● DATA:
========================================

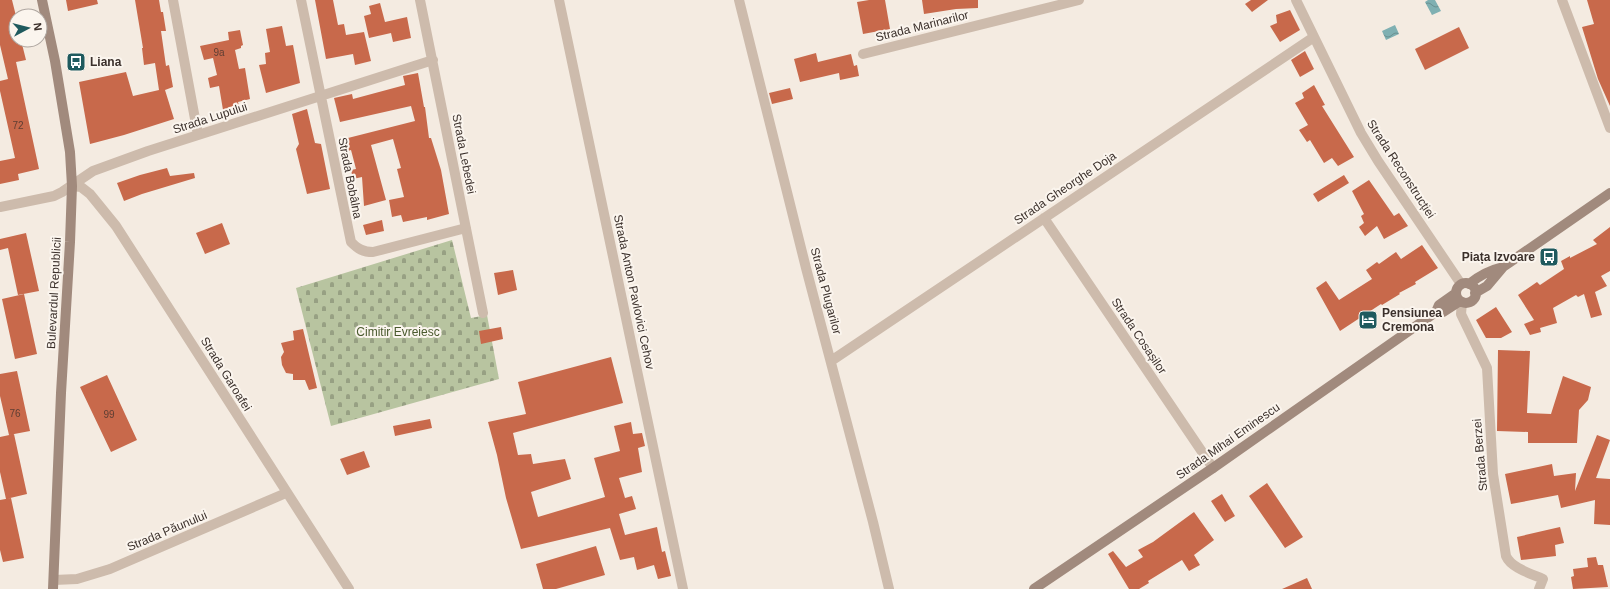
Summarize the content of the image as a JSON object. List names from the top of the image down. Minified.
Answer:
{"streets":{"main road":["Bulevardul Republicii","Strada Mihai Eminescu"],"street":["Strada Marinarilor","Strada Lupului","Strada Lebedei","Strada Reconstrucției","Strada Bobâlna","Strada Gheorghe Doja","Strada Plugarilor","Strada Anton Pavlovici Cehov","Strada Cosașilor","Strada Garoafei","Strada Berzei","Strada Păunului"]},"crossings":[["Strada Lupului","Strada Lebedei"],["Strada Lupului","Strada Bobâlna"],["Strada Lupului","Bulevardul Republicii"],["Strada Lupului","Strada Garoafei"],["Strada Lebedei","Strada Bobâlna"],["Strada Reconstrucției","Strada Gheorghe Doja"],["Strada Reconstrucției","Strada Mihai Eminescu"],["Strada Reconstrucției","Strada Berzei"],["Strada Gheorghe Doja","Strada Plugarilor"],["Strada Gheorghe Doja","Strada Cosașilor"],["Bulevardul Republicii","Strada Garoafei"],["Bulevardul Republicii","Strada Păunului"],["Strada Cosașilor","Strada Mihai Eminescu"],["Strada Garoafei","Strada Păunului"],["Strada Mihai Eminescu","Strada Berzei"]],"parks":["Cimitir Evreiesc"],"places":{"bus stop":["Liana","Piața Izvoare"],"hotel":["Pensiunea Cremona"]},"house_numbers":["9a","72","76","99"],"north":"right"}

========================================

Reproduce the data verbatim. Do not carry any picture into the copy.

● YOUR SOLUTION:
Summarize the content of the image as a JSON object. List names from the top of the image down. Minified.
Answer:
{"streets":{"main road":["Bulevardul Republicii","Strada Mihai Eminescu"],"street":["Strada Marinarilor","Strada Lupului","Strada Lebedei","Strada Reconstrucției","Strada Bobâlna","Strada Gheorghe Doja","Strada Plugarilor","Strada Anton Pavlovici Cehov","Strada Cosașilor","Strada Garoafei","Strada Berzei","Strada Păunului"]},"crossings":[["Strada Lupului","Strada Lebedei"],["Strada Lupului","Strada Bobâlna"],["Strada Lupului","Bulevardul Republicii"],["Strada Lupului","Strada Garoafei"],["Strada Lebedei","Strada Bobâlna"],["Strada Reconstrucției","Strada Gheorghe Doja"],["Strada Reconstrucției","Strada Mihai Eminescu"],["Strada Reconstrucției","Strada Berzei"],["Strada Gheorghe Doja","Strada Plugarilor"],["Strada Gheorghe Doja","Strada Cosașilor"],["Bulevardul Republicii","Strada Garoafei"],["Bulevardul Republicii","Strada Păunului"],["Strada Cosașilor","Strada Mihai Eminescu"],["Strada Garoafei","Strada Păunului"],["Strada Mihai Eminescu","Strada Berzei"]],"parks":["Cimitir Evreiesc"],"places":{"bus stop":["Liana","Piața Izvoare"],"hotel":["Pensiunea Cremona"]},"house_numbers":["9a","72","76","99"],"north":"right"}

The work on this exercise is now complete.